How exactly does someone “remember to forget”?

Well, that is Gd’s closing edict in this week’s Torah portion, Ki Teitzei. We are told to “remember what Amalek did to [us]” (Deut. 25:17), followed two verses later with the command “to wipe-out our memory of Amalek.”

Our sages discussed this seeming contradiction through intricate dissections of the word structure, verse tense, and a variety of other literary nuances. However, I believe that because of my thirty-plus years of working in the Jewish community I was able to resolve this dilemma with much greater ease… remember the what and forget the who!

As humans, we learn through trial and error. From the earliest of ages, we experience life through experimentation. Sometimes we gain positive rewards, and sometimes we learn what not to do. As we grow, these same instincts carry into our relationships where we develop healthy connections with some and are rejected by others. This is the human way.

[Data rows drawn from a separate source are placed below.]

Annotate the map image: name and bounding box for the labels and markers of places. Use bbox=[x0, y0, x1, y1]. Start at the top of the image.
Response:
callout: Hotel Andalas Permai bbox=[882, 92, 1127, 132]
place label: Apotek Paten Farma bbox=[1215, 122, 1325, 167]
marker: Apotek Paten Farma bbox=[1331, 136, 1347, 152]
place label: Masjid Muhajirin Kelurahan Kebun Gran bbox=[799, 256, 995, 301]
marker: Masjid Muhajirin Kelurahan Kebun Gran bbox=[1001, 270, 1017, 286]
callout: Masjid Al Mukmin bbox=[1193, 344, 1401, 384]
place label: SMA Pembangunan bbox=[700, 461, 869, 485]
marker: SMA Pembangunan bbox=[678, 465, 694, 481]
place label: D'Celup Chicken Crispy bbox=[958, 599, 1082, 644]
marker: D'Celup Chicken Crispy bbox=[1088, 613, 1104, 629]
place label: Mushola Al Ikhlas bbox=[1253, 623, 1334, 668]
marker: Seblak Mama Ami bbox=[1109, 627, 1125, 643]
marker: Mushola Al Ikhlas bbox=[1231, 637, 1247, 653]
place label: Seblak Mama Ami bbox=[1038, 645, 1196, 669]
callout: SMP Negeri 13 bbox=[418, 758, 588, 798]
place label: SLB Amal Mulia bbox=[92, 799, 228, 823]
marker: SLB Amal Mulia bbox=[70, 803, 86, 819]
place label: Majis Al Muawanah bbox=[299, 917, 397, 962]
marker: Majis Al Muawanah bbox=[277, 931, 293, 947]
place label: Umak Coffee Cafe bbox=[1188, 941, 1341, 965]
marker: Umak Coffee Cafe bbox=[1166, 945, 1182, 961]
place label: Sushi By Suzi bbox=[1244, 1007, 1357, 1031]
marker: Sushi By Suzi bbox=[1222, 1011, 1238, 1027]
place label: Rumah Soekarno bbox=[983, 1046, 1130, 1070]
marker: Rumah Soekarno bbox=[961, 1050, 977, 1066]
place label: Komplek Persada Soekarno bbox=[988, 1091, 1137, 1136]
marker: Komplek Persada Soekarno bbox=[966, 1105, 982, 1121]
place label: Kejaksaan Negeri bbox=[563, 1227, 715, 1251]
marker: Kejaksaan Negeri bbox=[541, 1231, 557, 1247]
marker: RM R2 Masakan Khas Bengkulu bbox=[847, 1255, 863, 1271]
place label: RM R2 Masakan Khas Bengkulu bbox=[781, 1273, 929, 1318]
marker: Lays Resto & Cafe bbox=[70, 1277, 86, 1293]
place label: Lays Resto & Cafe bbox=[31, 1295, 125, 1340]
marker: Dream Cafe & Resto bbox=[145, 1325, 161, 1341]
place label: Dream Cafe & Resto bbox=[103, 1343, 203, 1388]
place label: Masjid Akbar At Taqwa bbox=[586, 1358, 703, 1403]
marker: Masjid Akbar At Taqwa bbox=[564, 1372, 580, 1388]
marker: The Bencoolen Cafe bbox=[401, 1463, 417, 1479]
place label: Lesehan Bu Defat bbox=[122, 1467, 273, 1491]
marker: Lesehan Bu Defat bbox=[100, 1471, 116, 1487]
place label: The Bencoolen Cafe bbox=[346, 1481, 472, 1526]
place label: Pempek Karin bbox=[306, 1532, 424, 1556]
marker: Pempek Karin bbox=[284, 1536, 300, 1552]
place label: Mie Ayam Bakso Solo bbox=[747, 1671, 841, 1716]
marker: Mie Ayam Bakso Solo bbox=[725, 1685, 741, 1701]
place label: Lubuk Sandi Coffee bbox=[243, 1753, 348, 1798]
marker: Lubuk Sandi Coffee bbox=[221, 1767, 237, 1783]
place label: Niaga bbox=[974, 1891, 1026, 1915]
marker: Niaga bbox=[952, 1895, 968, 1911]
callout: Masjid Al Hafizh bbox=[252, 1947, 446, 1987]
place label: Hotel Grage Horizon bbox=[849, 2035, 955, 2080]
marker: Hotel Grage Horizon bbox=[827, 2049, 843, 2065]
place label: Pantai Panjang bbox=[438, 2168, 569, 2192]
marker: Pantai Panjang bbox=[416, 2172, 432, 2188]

However, as humans, we are also able to form memories and develop habits and behaviors based on our past experiences. Yet, the challenge, which we are taught about in this week’s Torah portion, is to separate the who from the what. Because we are rational and emotional beings,  we naturally remember who wronged us and learn to stay away from them (and others like them), versus those who supported us and to whom we gravitate and develop a circle of friendships based on trust and similarities of character. But that is not how Gd is recommending we behave.

In fact, Gd is overtly telling us that while it’s important to remember how we were treated and to work to avoid experiences like this in the future, we must forget, or rather “un-remember”, who treated us that way. Humans tend to hold onto grudges. Some hold them longer than others, and yet some simply never forget.

Although it makes chronological sense, I had never made the connection that this Torah portion fell in the month of Elul. The Hebrew month leading into the Jewish high holy days of Rosh Hashanah and Yom Kippur. The month of Elul is intended to “wake” our souls through self-reflection and prepare ourselves to repair broken relationships, correct our errant ways, and share our apologies to those we might have wronged during the last year.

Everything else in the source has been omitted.